Settimana scorsa, il 16 settembre, è stata approvata dal Parlamento Europeo, con 427 voti favorevoli, 119 contrari e 140 astensioni, un’iniziativa legislativa sulla “violenza di genere” (scaricabile da qui con le nostre evidenziature). Nessuna illusione: non si intende qualunque genere, ma soltanto quello femminile. Nel preambolo il testo sembra lasciare spazio alla parità quando associa quell’espressione alla “violenza domestica”, sulla falsariga della Convenzione di Istanbul, ma nell’articolato vero e proprio l’inganno viene svelato a chiare lettere, testuali dal primo articolo: «l’eliminazione della violenza maschile contro le donne e le ragazze è una condizione preliminare per la realizzazione della parità effettiva tra donne e uomini». Basterebbe questo per far saltare sulla sedia qualunque sincero democratico e ogni persona di buon senso. Il Parlamento UE ha certificato in un proprio testo di legge una mera falsità: l’unilateralità della violenza. O meglio: la maggiore specialità e specificità della violenza maschile contro le donne rispetto ad ogni altra. Più avanti nel testo la legge amplia l’elenco delle specialità, adottando una visione “intersettoriale” (parola usata più volte al posto del tipicamente femminista “intersezionale”) con cui attribuisce specialità e specificità anche alle violenze contro vari altri tipi di minoranze (razziale, religiosa, derivata da orientamento sessuale, da disabilità, eccetera). A conti fatti, a restare fuori dalla tutela è un soggetto solo: il maschio bianco eterosessuale. Serve un colpevole, ed è lui. Però, ed è questo il punto di svolta, non accade più solo negli slogan di qualche accolita di invasate, negli articoli e nelle pagine dei social media o dei media mainstream. Stavolta si tratta di una legge del Parlamento Europeo, ed è tutta un’altra storia.
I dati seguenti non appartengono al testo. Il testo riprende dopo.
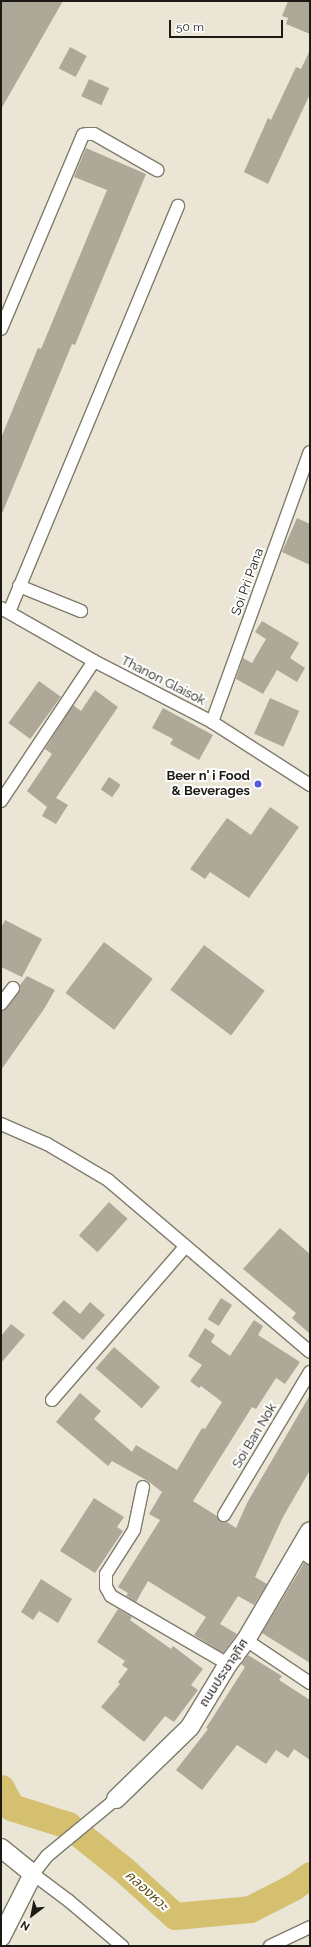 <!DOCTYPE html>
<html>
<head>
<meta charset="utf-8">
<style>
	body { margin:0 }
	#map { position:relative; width:311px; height:1947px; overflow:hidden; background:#eae5d4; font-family:Raleway,"Noto Sans Thai",sans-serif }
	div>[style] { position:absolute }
	.river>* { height:27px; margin:-13.5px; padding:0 13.5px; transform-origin:13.5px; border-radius:13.5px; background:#d5c070 }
	.building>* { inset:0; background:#ada898; transform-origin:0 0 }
	.roads { filter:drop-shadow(1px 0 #7f7b6b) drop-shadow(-1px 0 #7f7b6b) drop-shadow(0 1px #7f7b6b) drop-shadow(0 -1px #7f7b6b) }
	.street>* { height:12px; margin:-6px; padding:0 6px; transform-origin:6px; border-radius:6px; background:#fff }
	.secondary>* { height:18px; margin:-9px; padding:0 9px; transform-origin:9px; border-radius:9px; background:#fff }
	.dots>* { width:11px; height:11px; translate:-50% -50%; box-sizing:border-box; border:2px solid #fff; border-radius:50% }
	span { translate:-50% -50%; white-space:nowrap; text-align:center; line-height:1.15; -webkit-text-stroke:4px #fff; paint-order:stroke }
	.street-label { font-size:13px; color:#1c1a14 }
	.poi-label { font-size:13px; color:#1c1a14; font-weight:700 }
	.right { translate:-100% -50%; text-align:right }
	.water-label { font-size:14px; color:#605114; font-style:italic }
	.frame { position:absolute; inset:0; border:2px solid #1c1a14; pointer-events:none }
	.north { position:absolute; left:12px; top:1895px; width:40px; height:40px; -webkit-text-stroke:3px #fff; paint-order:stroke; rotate:212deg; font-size:11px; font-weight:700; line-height:16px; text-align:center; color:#1c1a14 }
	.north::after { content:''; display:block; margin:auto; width:14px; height:18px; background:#1c1a14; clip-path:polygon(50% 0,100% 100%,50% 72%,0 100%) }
	.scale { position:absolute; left:169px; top:20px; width:114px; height:18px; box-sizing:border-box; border:2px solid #1c1a14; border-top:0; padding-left:5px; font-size:12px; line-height:14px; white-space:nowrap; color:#1c1a14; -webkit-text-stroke:3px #fff; paint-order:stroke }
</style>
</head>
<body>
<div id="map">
	<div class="river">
		<i style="left:1px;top:1788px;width:21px;rotate:62deg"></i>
		<i style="left:11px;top:1807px;width:60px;rotate:17.5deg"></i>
		<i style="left:68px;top:1825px;width:70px;rotate:38.7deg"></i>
		<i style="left:123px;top:1869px;width:70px;rotate:42.1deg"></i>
		<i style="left:175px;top:1916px;width:75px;rotate:-5.3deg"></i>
		<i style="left:250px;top:1909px;width:48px;rotate:-27.1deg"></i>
		<i style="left:293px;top:1887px;width:21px;rotate:-35deg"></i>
	</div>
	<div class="building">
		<i style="clip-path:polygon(1px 1px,63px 1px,1px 109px)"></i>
		<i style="clip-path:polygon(288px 1px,310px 1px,310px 34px,286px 24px,288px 18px,282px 16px)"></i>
		<i style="left:70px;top:47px;width:19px;height:24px;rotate:28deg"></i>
		<i style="clip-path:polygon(310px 50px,310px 94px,268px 184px,244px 172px,268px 118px,271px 120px,296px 67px,301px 69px)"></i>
		<i style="left:89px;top:79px;width:22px;height:19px;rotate:24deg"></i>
		<i style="clip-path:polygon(86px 148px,146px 174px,75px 345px,72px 344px,1px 516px,1px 438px,38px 348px,41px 349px,107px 190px,74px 177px)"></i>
		<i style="clip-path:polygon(297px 518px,310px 524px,310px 565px,282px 552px)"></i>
		<i style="clip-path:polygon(262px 621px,299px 643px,290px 658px,305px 668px,297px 682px,277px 670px,263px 694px,236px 679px,243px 658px,252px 663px,266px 639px,255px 632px)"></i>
		<i style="left:39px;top:681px;width:27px;height:52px;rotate:36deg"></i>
		<i style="clip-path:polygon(95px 690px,118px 707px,56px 798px,68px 805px,56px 824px,42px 816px,47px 807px,27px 791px,52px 754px,45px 749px,73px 705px,81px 711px)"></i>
		<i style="left:270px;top:698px;width:32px;height:39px;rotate:24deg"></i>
		<i style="clip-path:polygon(163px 708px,213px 735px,199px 760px,170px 744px,173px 739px,152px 728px)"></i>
		<i style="left:109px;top:777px;width:14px;height:15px;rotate:34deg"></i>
		<i style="clip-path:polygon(270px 807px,299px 827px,249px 898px,210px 872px,205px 879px,190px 869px,227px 818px,251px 835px)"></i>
		<i style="clip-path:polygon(5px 920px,42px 939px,22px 977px,1px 967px,1px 928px)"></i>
		<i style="left:104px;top:942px;width:61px;height:64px;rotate:37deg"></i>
		<i style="left:204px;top:945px;width:76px;height:56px;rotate:37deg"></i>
		<i style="clip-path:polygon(27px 976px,55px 990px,44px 1009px,1px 1070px,1px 1011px,7px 1008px,19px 992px,20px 985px)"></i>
		<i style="left:109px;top:1202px;width:25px;height:45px;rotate:42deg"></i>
		<i style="clip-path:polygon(280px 1228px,310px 1254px,310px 1334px,292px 1318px,296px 1313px,243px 1269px)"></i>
		<i style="left:221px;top:1298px;width:13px;height:25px;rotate:32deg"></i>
		<i style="clip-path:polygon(64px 1300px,80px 1314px,90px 1302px,105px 1315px,83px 1340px,52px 1313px)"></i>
		<i style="clip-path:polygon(254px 1320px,263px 1326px,258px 1335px,300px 1362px,285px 1384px,276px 1378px,256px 1409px,252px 1407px,193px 1501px,217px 1516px,220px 1521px,227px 1522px,236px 1528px,247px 1503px,310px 1395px,310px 1470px,283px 1517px,255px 1577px,267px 1584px,254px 1605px,238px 1596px,220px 1624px,237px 1634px,223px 1653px,194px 1635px,206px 1617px,148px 1581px,136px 1602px,126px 1596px,128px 1593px,118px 1587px,160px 1520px,149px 1514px,162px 1492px,148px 1481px,112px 1461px,108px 1466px,56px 1422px,80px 1393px,101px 1411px,94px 1419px,132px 1452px,136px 1445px,177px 1470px,202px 1428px,205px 1429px,222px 1402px,201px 1386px,199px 1388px,190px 1381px,202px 1365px,188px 1356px,205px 1328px,215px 1335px,211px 1342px,230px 1356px)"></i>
		<i style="clip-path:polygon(11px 1324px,25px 1335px,1px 1363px,1px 1336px)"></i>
		<i style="left:114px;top:1347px;width:61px;height:28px;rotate:41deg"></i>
		<i style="clip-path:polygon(94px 1498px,124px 1517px,117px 1527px,123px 1531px,95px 1573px,60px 1551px)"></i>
		<i style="clip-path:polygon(304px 1563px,310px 1565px,310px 1663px,262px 1633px)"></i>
		<i style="clip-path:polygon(41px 1579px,72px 1599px,58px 1623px,39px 1611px,33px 1620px,21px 1612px)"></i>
		<i style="clip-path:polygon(118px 1609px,132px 1617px,130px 1620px,171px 1649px,173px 1646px,203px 1669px,191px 1685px,198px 1690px,174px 1722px,165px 1716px,144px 1742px,101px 1707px,120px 1684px,118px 1682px,128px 1669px,122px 1665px,125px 1661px,97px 1642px)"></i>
		<i style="clip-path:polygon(248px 1655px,282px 1676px,279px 1680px,310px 1700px,310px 1760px,294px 1749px,288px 1758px,276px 1750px,266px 1764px,237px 1745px,202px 1790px,176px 1770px,208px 1729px,206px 1728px,245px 1667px,241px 1664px)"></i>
	</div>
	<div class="roads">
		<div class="street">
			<i style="left:1px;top:329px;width:211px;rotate:-67.1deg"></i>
			<i style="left:83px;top:135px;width:4px;rotate:-14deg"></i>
			<i style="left:87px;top:134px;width:7px"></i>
			<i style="left:94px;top:134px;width:73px;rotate:29.7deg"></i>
			<i style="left:19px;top:586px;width:67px;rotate:22deg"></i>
			<i style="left:1px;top:608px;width:107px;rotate:29.7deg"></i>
			<i style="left:94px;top:661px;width:133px;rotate:27.3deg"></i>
			<i style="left:212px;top:722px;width:117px;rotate:32.7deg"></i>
			<i style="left:9px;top:612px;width:440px;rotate:-67.4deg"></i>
			<i style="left:212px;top:722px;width:287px;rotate:-70.1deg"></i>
			<i style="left:1px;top:801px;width:168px;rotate:-56.4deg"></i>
			<i style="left:1px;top:1004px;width:20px;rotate:-53deg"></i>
			<i style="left:1px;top:1124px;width:50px;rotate:23.5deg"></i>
			<i style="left:47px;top:1144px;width:71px;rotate:30.5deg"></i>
			<i style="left:108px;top:1180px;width:265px;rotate:40.4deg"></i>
			<i style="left:52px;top:1400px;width:203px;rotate:-49deg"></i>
			<i style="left:143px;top:1487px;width:44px;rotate:101.8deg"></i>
			<i style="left:134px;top:1530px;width:52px;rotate:122.5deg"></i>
			<i style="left:106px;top:1574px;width:13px;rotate:90deg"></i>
			<i style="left:106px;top:1587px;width:10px;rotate:61deg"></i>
			<i style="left:111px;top:1596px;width:135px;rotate:30.2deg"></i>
			<i style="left:224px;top:1515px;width:167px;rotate:-59deg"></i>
			<i style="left:299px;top:1550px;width:14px;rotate:36deg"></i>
			<i style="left:246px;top:1640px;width:77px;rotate:33.9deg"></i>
			<i style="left:116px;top:1799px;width:89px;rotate:140.4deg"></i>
			<i style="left:47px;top:1856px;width:23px;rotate:128deg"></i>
			<i style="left:33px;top:1874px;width:45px;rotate:36.9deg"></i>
			<i style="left:69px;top:1901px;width:70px;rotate:40.3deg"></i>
			<i style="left:270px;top:1946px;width:44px;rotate:-25.4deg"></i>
		</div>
		<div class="secondary">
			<i style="left:116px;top:1799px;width:103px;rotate:-44.2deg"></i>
			<i style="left:190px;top:1727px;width:74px;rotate:-58.9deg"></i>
			<i style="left:228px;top:1664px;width:30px;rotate:-53deg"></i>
			<i style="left:246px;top:1640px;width:126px;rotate:-59.6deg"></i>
			<i style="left:1px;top:1848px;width:41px;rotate:39.1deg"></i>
			<i style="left:33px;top:1874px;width:71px;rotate:116.9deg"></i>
		</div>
	</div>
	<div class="dots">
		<i style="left:258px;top:784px;background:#545ed5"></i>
	</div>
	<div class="street-label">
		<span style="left:248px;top:582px;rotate:-70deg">Soi Pri Pana</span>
		<span style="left:163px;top:681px;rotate:27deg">Thanon Glaisok</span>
		<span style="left:255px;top:1436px;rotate:-59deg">Soi Ban Nok</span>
		<span style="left:224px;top:1673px;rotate:-57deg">ถนนประชาอุทิศ</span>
	</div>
	<div class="poi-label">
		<span class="right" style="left:250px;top:784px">Beer n' i Food<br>&amp; Beverages</span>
	</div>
	<div class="water-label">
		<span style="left:147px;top:1890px;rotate:42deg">คลองหวะ</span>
	</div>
	<div class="frame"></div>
	<div class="north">N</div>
	<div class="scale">50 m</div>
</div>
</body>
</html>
Il testo di legge consta di 22 pagine, che non possiamo illustrare e commentare qui punto per punto. Troppo ci sarebbe da dire. Invitiamo tutti a leggerlo con attenzione, limitandoci qui a evidenziare solo alcuni punti. I più gravi. Il primo è che questa norma intende equiparare la violenza maschile contro le donne ad altri “eurocrimini”, cioè quelle tipologie di reati su cui l’Unione Europea avoca competenza, sottraendola agli stati membri. Ecco allora che il “femminicidio” (con tutta la sua carica di indeterminatezza), le molestie sul lavoro, i maltrattamenti in famiglia e fenomeni simili verranno considerati alla stregua del terrorismo, della tratta degli schiavi, della mafia e del riciclaggio. Come questi ultimi, la violenza maschile contro le donne, dice la legge europea appena approvata, è una violazione dei diritti umani. Gli altri tipi di violenze no, quella maschile contro le donne (e gli omosessuali) invece ha l’esclusiva. Si dirà: è una norma illogica e palesemente discriminatoria. Vero, ma il Parlamento Europeo ha una risposta a questo: la violenza maschile contro le donne si manifesta, in tutte le sue forme, «in modo sproporzionato» (art.F) in tutta Europa e tanto basta per sancire la discriminazione “positiva”. L’abbiamo detto spesso: è falso che ci sia una “sproporzione” e, quand’anche ci fosse, è un’aberrazione etica escludere alcuni fenomeni perché minoritari. È come affermare che, essendo numericamente meno, i disabili (o gli immigrati, o i malati psichiatrici, eccetera) e la loro realtà possano tranquillamente essere trascurati. Una follia anche solo pensarlo. Eppure questo fa il Parlamento Europeo: sancisce la discriminazione “positiva” contro il mondo maschile perché le sue violenze contro il mondo femminile si presume che siano preponderanti rispetto allo stesso fenomeno a parti invertite.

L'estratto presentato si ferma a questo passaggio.